We were sitting in the living room of my parents’ house in Kahala, my father in the chair that had been his regular spot. I had no sense of how we got there or what else was going on, but it somehow seemed relatively normal. Although he died more than two years ago, at this moment he looked pretty good.
He was wearing a pair of clean but well-worn shorts and a t-shirt, reading glasses in place. I didn’t notice if he was wearing shoes or slippers.
He had some papers in his hand, a once strong hand which had become increasingly unsteady over the past decade, so the papers shook as he gestured towards me with them.
“I saw this in the newspaper,” he said, angling the papers so that I could see a small item he had carefully clipped.
“The airport has some new insurance requirements for venders,” he said, nodding towards the clipping. “Maybe you know somebody to handle that for me?”
I was mentally sorting through the insurance people I’ve dealt with when I caught myself. Too much wrong here. He obviously had some idea about going back into business. Before he retired from his restaurant equipment and supply business at age 85, he had talked about holding on to a couple of the best product lines that he could continue to represent. He was always a good salesman, and might have made it work. Instead, he just went fishing. Perhaps this was the reemergence of that prior plan.
I turned and moved a chair over to face him. I remember it was a low, wood and canvas captain’s chair. I don’t recall there being one like this in the house before, but there it was. I sat down, looked into my father’s face.
“This isn’t a good idea,” I said, trying to figure out how to say what needed to be said. “For one thing, you’ve got Alzheimer’s, and you couldn’t keep track of things well enough to be in business again.”
As I spoke, I remember trying to find a way to avoid saying the most obvious thing: “And you’re dead, so it’s just not going to work.”
I found a gentler tack, harkening back to those times in the nursing home when we would make up excuses whenever he would get agitated and obsessed with where he parked the car or what he had done with his wallet.
“Meda took the car home to keep it safe, so you don’t have to worry,” we would say. Or I would tell him that I was paying all the bills, so he could just relax and enjoy the hotel service (in his mind, the nursing home was a hotel, or sometimes he thought it was the old Commercial Club in downtown Honolulu).

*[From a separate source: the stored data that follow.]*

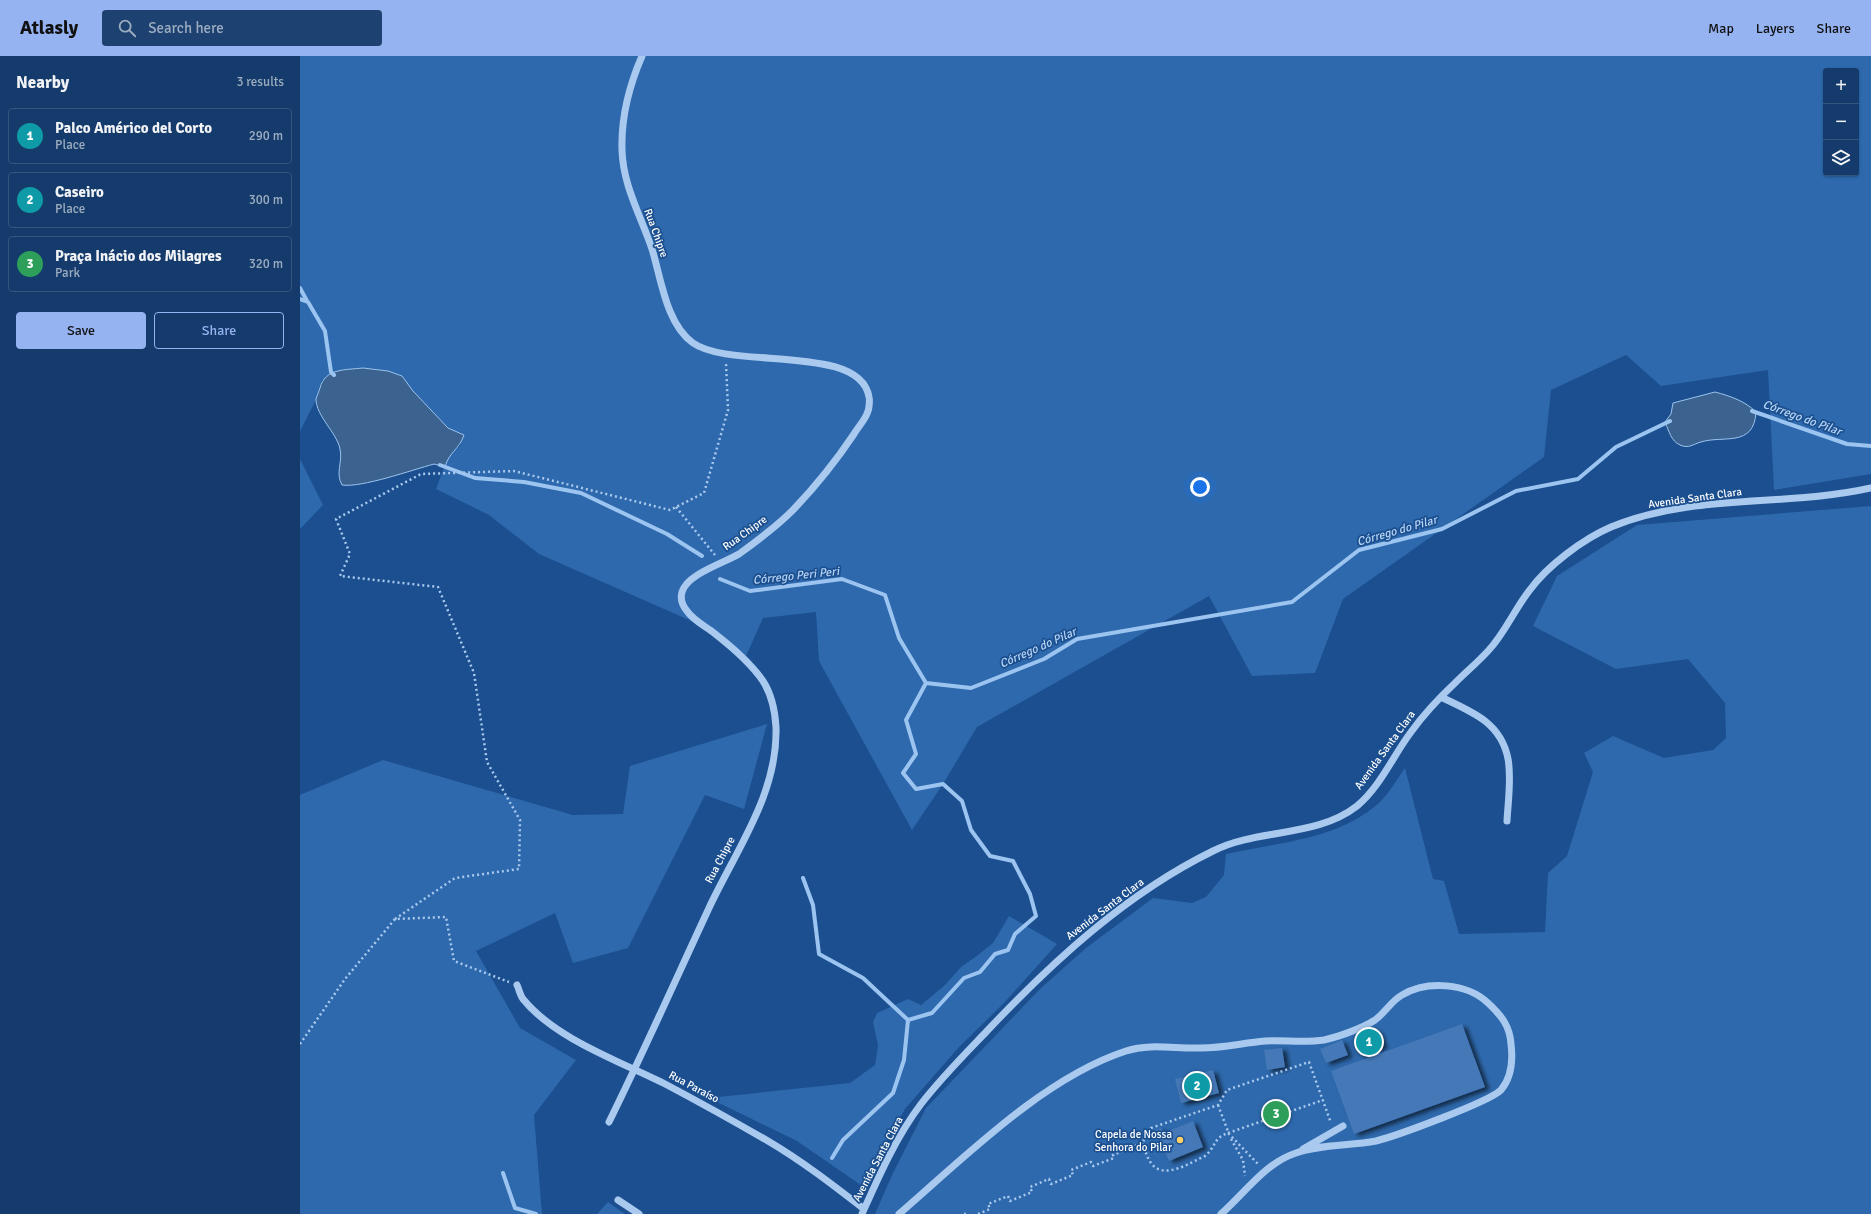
<!DOCTYPE html>
<html lang="en">
<head>
<meta charset="utf-8">
<style>
	:root { --surface:#143b6b; --page:#1d4271; --text:#f1f3f6; --muted:#9dadc1; --line:#33557e; --accent:#95b2f1 }
	body { margin:0; font-family:Signika,sans-serif; background:var(--page); color:var(--text) }
	.controls { position:absolute; right:12px; top:12px; display:grid; overflow:hidden; border-radius:4px; box-shadow:0 1px 3px #0004 }
	.controls button { width:36px; height:36px; display:grid; place-items:center; padding:0; border:0; border-bottom:1px solid var(--line); background:var(--surface); color:var(--text); font:20px sans-serif }
	.you { position:absolute; left:900px; top:431px; width:14px; height:14px; margin:-10px; border:3px solid #fff; border-radius:50%; background:#1a73e8; box-shadow:0 0 0 6px #1a73e833 }
	.badge { display:grid; place-items:center; width:26px; height:26px; border-radius:50%; background:var(--accent); color:#fff; font-size:13px; font-weight:700 }
	.pin { position:absolute; translate:-50% -50%; border:2px solid #fff; box-shadow:0 1px 4px #0006 }
	.list { margin:0; padding:0; list-style:none }
	h2 { display:flex; justify-content:space-between; align-items:center; height:52px; margin:0; padding:0 16px; font-size:17px }
	h2 small { font-size:13px; font-weight:400; color:var(--muted) }
	.list li { display:grid; grid-template-columns:26px 1fr auto; gap:12px; align-items:center; box-sizing:border-box; height:56px; margin:0 8px 8px; padding:0 8px; border:1px solid var(--line); border-radius:4px }
	.list b { display:block; font-size:15px; white-space:nowrap }
	.list p { margin:0; font-size:13px; white-space:nowrap; color:var(--muted) }
	.list em { font-size:13px; font-style:normal; color:var(--muted) }
	.actions { display:flex; gap:8px; padding:12px 16px }
	.actions a { flex:1; padding:9px 0; border:1px solid var(--accent); border-radius:4px; text-align:center; font-size:14px; color:var(--accent) }
	.actions .main { background:var(--accent); color:#111 }
	.icon { flex:none; width:22px; height:22px; fill:none; stroke:currentColor; stroke-width:2; stroke-linecap:round; stroke-linejoin:round }
	.map { position:relative; flex:none; width:1571px; height:1158px; overflow:hidden }
	header { display:flex; align-items:center; gap:24px; box-sizing:border-box; height:56px; padding:0 20px; background:var(--accent); color:#111 }
	header strong { font-size:19px }
	nav { display:flex; gap:22px; margin-inline-start:auto; font-size:14px }
	.search { width:280px; height:36px; background:var(--page); display:flex; align-items:center; gap:10px; box-sizing:border-box; padding:0 14px; border-radius:4px; color:var(--muted); font-size:15px }
	main { display:flex }
	aside { flex:1; background:var(--surface) }
	.map>svg:first-child { display:block }
	.green { fill:#2e69ad; fill-rule:evenodd }
	.water { fill:#3c6290; stroke:#9cc4f0 }
	.lines { fill:none; stroke-linecap:round; stroke-linejoin:round }
	.stream { stroke:#9cc4f0; stroke-width:4 }
	.building { fill:#4478b7; filter:url(#shadow) }
	.path { stroke:#a9c9ee; stroke-width:2.5; stroke-dasharray:2 3; stroke-linecap:butt }
	.minor { stroke:#a9c9ee; stroke-width:7 }
	.poi-dot { fill:#ffd166; stroke:#1b4f8f; stroke-width:1.5 }
	.labels { text-anchor:middle; dominant-baseline:central; stroke-width:3.5; stroke-linejoin:round; paint-order:stroke }
	.street-label { font-size:11px; fill:#fff; stroke:#1b4f8f }
	.poi-label { font-size:11px; fill:#fff; stroke:#1b4f8f; text-anchor:end }
	.water-label { font-size:12px; font-style:italic; fill:#b5d3f5; stroke:#1b4f8f }
</style>
</head>
<body>
<header>
<strong>Atlasly</strong>
<div class="search"><svg class="icon" aria-label="search" viewBox="0 0 24 24"><circle cx="10" cy="10" r="6"/><path d="M15 15l6 6"/></svg>Search here</div>
<nav><a>Map</a><a>Layers</a><a>Share</a></nav>
</header>
<main>
<aside>
<h2>Nearby<small>3 results</small></h2>
<ul class="list">
<li><span class="badge" style="background:#0f9aa8">1</span><div><b>Palco Américo del Corto</b><p>Place</p></div><em>290 m</em></li>
<li><span class="badge" style="background:#0f9aa8">2</span><div><b>Caseiro</b><p>Place</p></div><em>300 m</em></li>
<li><span class="badge" style="background:#2e9e5b">3</span><div><b>Praça Inácio dos Milagres</b><p>Park</p></div><em>320 m</em></li>
</ul>
<div class="actions"><a class="main">Save</a><a>Share</a></div>
</aside>
<div class="map">
<svg width="1571" height="1158" viewBox="0 0 1571 1158">
	<defs>
		<filter id="shadow"><feDropShadow dx="4.5" dy="2.5" stdDeviation="2" flood-color="#0009"/></filter>
	</defs>
	<rect width="100%" height="100%" fill="#1b4f8f"/>
	<path class="green" d="M0 0H1571V418L1474 434 1468 314 1361 330 1326 299 1251 334 1244 401 1043 543 1015 617 952 620 909 540 677 671 643 728 612 774 519 605 516 556 463 562 446 600 421 578 239 498 189 459 136 433 148 401 160 390 163 379 148 372 113 335 102 320 88 315 63 312 22 324 16 344 0 375ZM1526 15H1556V117H1526Z
		M0 403 23 449 0 473Z
		M1571 450V1158H575L592 1119 626 1052 740 933 786 892 853 842 892 847 906 841 924 819 926 798C979 786 1037 784 1079 747 1089 738 1097 723 1105 712L1133 823 1144 825 1159 878 1245 876 1248 817 1267 800 1293 716 1284 697 1313 680 1364 702 1413 694 1426 682 1425 647 1388 603 1316 613 1233 570 1257 520 1337 469Z
		M467 668 444 753 405 739 328 892 273 907 255 857 176 895 220 972 276 1004 234 1059 242 1158H0V739L83 704 273 759 323 758 330 710Z
		M709 860 757 888 704 947 659 991 605 1053 578 1101 568 1134 497 1085 409 1042 550 1027 575 1009 578 989 573 966 577 957 608 943 621 949 645 929 661 911 678 899 693 887Z
		M308 1146 325 1158H297Z"/>
	<path class="water" d="M63 312 88 315 102 320 113 335 148 372 164 379C159 394 149 396 145 411L134 408C112 414 61 432 42 429 35 417 43 406 40 393 37 377 16 360 16 343 17 340 19 335 20 332 25 312 46 314 63 312Z
		M1415 336C1430 340 1445 345 1456 356 1454 392 1423 379 1401 386 1393 388 1389 393 1380 389 1371 385 1369 375 1365 366L1371 358 1373 347Z"/>
	<g class="lines">
		<path class="stream" d="M0 232 7 245
			M0 243 8 246 25 275 31 316 34 319
			M1452 355 1547 388 1571 390
			M140 409 175 422 224 426 281 437 367 478 402 500
			M420 523 450 535 542 523 585 539 599 582 626 627 606 664 616 698 603 717 616 733 643 728 662 745 671 774 690 800 713 805 730 838 736 860 715 878 708 894 695 898 680 916 664 922 632 957 608 964
			M626 627 671 632 744 603 777 583 992 546 1059 494 1142 473 1216 435 1278 423 1316 391 1370 365
			M503 822 513 849 519 898 563 922 608 964 604 1004 593 1037 543 1084 532 1102
			M203 1117 215 1152 236 1158"/>
	</g>
	<path class="building" d="M1162 968 1185 1031 1054 1078 1031 1015Z
		M1077 974 1083 990 1061 999 1055 982Z
		M1042 984 1048 999 1026 1007 1020 993Z
		M982 992 985 1011 967 1014 964 994Z
		M913 1014 919 1037 881 1047 875 1023Z
		M893 1065 903 1091 869 1105 856 1074 861 1072 864 1077Z"/>
	<g class="lines">
		<path class="path" d="M376 451 415 499
			M95 863 155 822 219 813 220 764 187 706 174 617 138 531 40 520 50 498 36 463 121 418 214 415 370 454 404 437 428 354 426 307
			M0 988 45 923 95 863 146 861 154 905 209 926
			M918 1049 929 1078
			M928 1077 1023 1044
			M931 1083 943 1104 945 1120
			M842 1087C845 1094 847 1101 851 1107 864 1125 891 1106 905 1100 916 1091 913 1082 928 1077L958 1108
			M664 1158H667
			M678 1158 690 1153 688 1148 708 1140 710 1145 732 1136 730 1131 749 1123 751 1128 773 1119 771 1114 791 1106 793 1110 814 1102 813 1099 842 1087 851 1072 918 1049 927 1034 1009 1006 1031 1067"/>
		<path class="minor" d="M1141 641C1155 648 1172 655 1185 665 1218 691 1209 728 1207 765
			M217 929C219 933 220 939 223 943 255 983 322 1006 367 1029 401 1047 435 1066 468 1085 502 1105 533 1129 564 1153
			M309 1066C344 995 376 923 409 852 436 794 478 738 476 671 475 655 472 639 463 625 450 606 432 591 414 577 405 570 393 564 387 555 382 549 380 543 382 536 387 518 424 507 439 498 457 485 477 470 493 454 515 431 536 405 554 378 558 371 566 363 568 355 569 353 570 342 569 341 560 287 431 314 393 287 366 268 361 222 352 193 341 160 323 130 322 94 321 61 329 30 342 0
			M1003 1093 1043 1070
			M318 1144 339 1158
			M562 1158C579 1120 596 1081 621 1048 641 1022 665 998 687 975 753 905 827 837 913 795 958 772 1016 782 1057 750 1080 731 1093 700 1111 676 1124 658 1139 642 1155 627 1166 616 1178 606 1188 595 1205 577 1214 554 1229 535 1247 510 1283 483 1311 471 1393 437 1486 451 1571 432
			M599 1158C664 1102 743 1022 826 995 851 987 875 993 901 992 922 992 943 987 965 985 985 984 1005 987 1024 984 1038 981 1063 972 1075 964 1085 957 1091 945 1102 939 1127 924 1167 927 1188 947 1201 959 1210 970 1211 988 1213 1004 1212 1021 1201 1034 1189 1046 1096 1080 1076 1085 1050 1090 1021 1088 996 1097 965 1107 945 1137 921 1158"/>
	</g>
	<circle class="poi-dot" cx="880" cy="1084" r="4"/>
	<g class="labels">
		<g class="street-label">
			<text transform="translate(356 177) rotate(70)">Rua Chipre</text>
			<text transform="translate(1395 442) rotate(-8)">Avenida Santa Clara</text>
			<text transform="translate(445 477) rotate(-36)">Rua Chipre</text>
			<text transform="translate(1085 694) rotate(-54)">Avenida Santa Clara</text>
			<text transform="translate(420 804) rotate(-62)">Rua Chipre</text>
			<text transform="translate(805 853) rotate(-37)">Avenida Santa Clara</text>
			<text transform="translate(394 1031) rotate(28)">Rua Paraíso</text>
			<text transform="translate(578 1103) rotate(-62)">Avenida Santa Clara</text>
		</g>
		<g class="poi-label">
			<text x="872" y="1078">Capela de Nossa<tspan x="872" dy="13">Senhora do Pilar</tspan></text>
		</g>
		<g class="water-label">
			<text transform="translate(1502 362) rotate(20)">Córrego do Pilar</text>
			<text transform="translate(1097 475) rotate(-16)">Córrego do Pilar</text>
			<text transform="translate(496 520) rotate(-6)">Córrego Peri Peri</text>
			<text transform="translate(738 592) rotate(-24)">Córrego do Pilar</text>
		</g>
	</g>
</svg>
<div class="controls">
<button>+</button>
<button>−</button>
<button><svg class="icon" aria-label="layers" viewBox="0 0 24 24"><path d="M12 4l9 5-9 5-9-5zM3 14l9 5 9-5"/></svg></button>
</div>
<div class="you"></div>
<div class="pin badge" style="left:1069px;top:986px;background:#0f9aa8">1</div>
<div class="pin badge" style="left:897px;top:1030px;background:#0f9aa8">2</div>
<div class="pin badge" style="left:976px;top:1058px;background:#2e9e5b">3</div>
</div>
</main>
</body>
</html>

I tried something similar. “The problem is that we’ve already closed down your bank accounts, so it would be pretty hard to set up new ones and go back to work.”
And you’re dead, I said in my mind, but in my dream I held my tongue, trying hard not to offend.
But my dream couldn’t contain the complexity of the scene and it abruptly ended. He was gone and I was partly awake, still in bed, several cats casting low shadows as they prowled the room in hopes breakfast might be coming soon.
I later realized this dream was likely triggered by the closing of my dad’s remaining bank account, the one which holds the savings which managed to outlast his two years in a nursing home. After his death, it had been set aside in trust for my mother’s care, if needed. With her passing, I’m in the process of closing the account and moving on. I thought this was pretty routine, purely a straightforward process, but obviously there’s more emotion hidden behind the scenes than I expected to be dealing with.